- _Records from a collection_:

━━━

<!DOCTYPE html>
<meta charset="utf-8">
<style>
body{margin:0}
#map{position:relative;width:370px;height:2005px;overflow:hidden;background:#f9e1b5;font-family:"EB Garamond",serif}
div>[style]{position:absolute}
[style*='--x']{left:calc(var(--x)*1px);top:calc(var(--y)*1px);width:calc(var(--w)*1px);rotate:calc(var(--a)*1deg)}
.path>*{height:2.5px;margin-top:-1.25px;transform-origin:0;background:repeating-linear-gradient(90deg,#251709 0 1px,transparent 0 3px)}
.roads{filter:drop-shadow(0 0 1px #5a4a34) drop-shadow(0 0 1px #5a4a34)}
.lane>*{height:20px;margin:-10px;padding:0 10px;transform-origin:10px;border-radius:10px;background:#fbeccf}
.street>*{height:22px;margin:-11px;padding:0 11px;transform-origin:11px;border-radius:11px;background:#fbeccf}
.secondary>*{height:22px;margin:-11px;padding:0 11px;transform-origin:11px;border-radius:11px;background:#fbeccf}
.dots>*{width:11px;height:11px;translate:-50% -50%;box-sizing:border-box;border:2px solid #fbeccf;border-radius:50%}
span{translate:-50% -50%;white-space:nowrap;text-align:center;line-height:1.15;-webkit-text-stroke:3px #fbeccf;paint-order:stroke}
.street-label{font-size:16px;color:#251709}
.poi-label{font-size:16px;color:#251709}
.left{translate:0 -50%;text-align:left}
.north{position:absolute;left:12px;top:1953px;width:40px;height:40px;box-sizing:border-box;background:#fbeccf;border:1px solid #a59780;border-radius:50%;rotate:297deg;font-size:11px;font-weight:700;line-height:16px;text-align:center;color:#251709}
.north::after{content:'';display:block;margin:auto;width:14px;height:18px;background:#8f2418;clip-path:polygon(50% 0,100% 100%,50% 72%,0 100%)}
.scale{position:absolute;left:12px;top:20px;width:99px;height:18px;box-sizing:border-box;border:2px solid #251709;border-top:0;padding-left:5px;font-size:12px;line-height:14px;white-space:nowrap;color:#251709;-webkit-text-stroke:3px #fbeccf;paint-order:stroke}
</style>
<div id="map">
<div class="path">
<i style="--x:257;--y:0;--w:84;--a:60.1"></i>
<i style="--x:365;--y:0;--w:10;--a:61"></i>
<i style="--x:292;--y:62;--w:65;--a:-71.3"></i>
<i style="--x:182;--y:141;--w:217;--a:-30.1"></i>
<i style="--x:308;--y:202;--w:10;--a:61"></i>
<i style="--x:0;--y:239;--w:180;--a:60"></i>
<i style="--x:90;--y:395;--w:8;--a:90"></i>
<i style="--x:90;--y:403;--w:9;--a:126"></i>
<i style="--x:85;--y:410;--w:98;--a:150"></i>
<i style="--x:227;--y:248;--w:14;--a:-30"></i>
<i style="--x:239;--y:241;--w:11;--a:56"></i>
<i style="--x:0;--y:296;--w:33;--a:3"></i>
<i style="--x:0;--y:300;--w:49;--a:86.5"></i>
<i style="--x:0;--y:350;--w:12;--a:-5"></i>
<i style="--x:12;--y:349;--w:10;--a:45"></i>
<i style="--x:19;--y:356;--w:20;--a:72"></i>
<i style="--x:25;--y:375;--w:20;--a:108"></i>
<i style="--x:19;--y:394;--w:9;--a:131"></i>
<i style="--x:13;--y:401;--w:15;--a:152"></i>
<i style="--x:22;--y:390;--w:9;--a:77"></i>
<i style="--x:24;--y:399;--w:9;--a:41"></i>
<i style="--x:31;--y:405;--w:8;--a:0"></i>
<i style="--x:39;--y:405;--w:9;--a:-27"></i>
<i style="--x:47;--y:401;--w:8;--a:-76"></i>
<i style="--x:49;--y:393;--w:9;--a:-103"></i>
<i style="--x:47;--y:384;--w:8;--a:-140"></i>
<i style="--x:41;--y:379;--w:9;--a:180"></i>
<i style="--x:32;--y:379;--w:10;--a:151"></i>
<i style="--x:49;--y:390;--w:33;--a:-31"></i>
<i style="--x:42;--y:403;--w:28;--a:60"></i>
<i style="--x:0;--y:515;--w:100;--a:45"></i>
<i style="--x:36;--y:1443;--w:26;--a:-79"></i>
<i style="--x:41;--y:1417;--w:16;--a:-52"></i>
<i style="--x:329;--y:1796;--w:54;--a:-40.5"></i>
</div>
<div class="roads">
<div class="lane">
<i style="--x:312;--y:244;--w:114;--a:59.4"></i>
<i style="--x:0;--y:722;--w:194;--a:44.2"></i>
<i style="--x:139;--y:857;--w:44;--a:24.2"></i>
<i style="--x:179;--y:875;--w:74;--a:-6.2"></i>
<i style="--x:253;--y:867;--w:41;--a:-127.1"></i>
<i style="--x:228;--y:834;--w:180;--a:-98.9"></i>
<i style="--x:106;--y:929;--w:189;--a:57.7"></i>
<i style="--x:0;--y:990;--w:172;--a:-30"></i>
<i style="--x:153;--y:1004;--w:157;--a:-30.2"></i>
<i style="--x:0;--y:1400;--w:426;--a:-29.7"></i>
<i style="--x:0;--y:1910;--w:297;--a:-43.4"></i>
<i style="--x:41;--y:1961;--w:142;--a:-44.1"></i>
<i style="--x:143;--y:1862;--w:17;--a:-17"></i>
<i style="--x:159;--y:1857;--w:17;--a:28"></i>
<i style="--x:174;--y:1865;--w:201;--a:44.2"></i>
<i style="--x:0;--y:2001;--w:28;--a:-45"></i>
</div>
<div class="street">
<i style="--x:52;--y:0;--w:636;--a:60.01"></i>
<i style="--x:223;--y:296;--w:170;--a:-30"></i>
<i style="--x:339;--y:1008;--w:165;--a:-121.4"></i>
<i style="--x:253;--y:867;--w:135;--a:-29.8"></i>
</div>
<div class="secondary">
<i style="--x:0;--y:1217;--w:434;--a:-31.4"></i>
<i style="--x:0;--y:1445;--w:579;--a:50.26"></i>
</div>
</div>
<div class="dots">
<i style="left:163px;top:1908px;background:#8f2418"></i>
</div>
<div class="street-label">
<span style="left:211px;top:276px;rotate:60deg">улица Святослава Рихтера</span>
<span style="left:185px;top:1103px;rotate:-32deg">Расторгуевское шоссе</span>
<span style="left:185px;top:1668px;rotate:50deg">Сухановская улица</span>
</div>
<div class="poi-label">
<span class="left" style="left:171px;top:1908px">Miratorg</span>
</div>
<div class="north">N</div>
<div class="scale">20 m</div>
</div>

━━━

- _WHAT THE TASK ASKS_: Verbatim output is expected for the lines from the start of the data to the line in which "1px #5a4a34) drop-shadow(0" appears, both included.

- _TASK RESPONSE_:
<!DOCTYPE html>
<meta charset="utf-8">
<style>
body{margin:0}
#map{position:relative;width:370px;height:2005px;overflow:hidden;background:#f9e1b5;font-family:"EB Garamond",serif}
div>[style]{position:absolute}
[style*='--x']{left:calc(var(--x)*1px);top:calc(var(--y)*1px);width:calc(var(--w)*1px);rotate:calc(var(--a)*1deg)}
.path>*{height:2.5px;margin-top:-1.25px;transform-origin:0;background:repeating-linear-gradient(90deg,#251709 0 1px,transparent 0 3px)}
.roads{filter:drop-shadow(0 0 1px #5a4a34) drop-shadow(0 0 1px #5a4a34)}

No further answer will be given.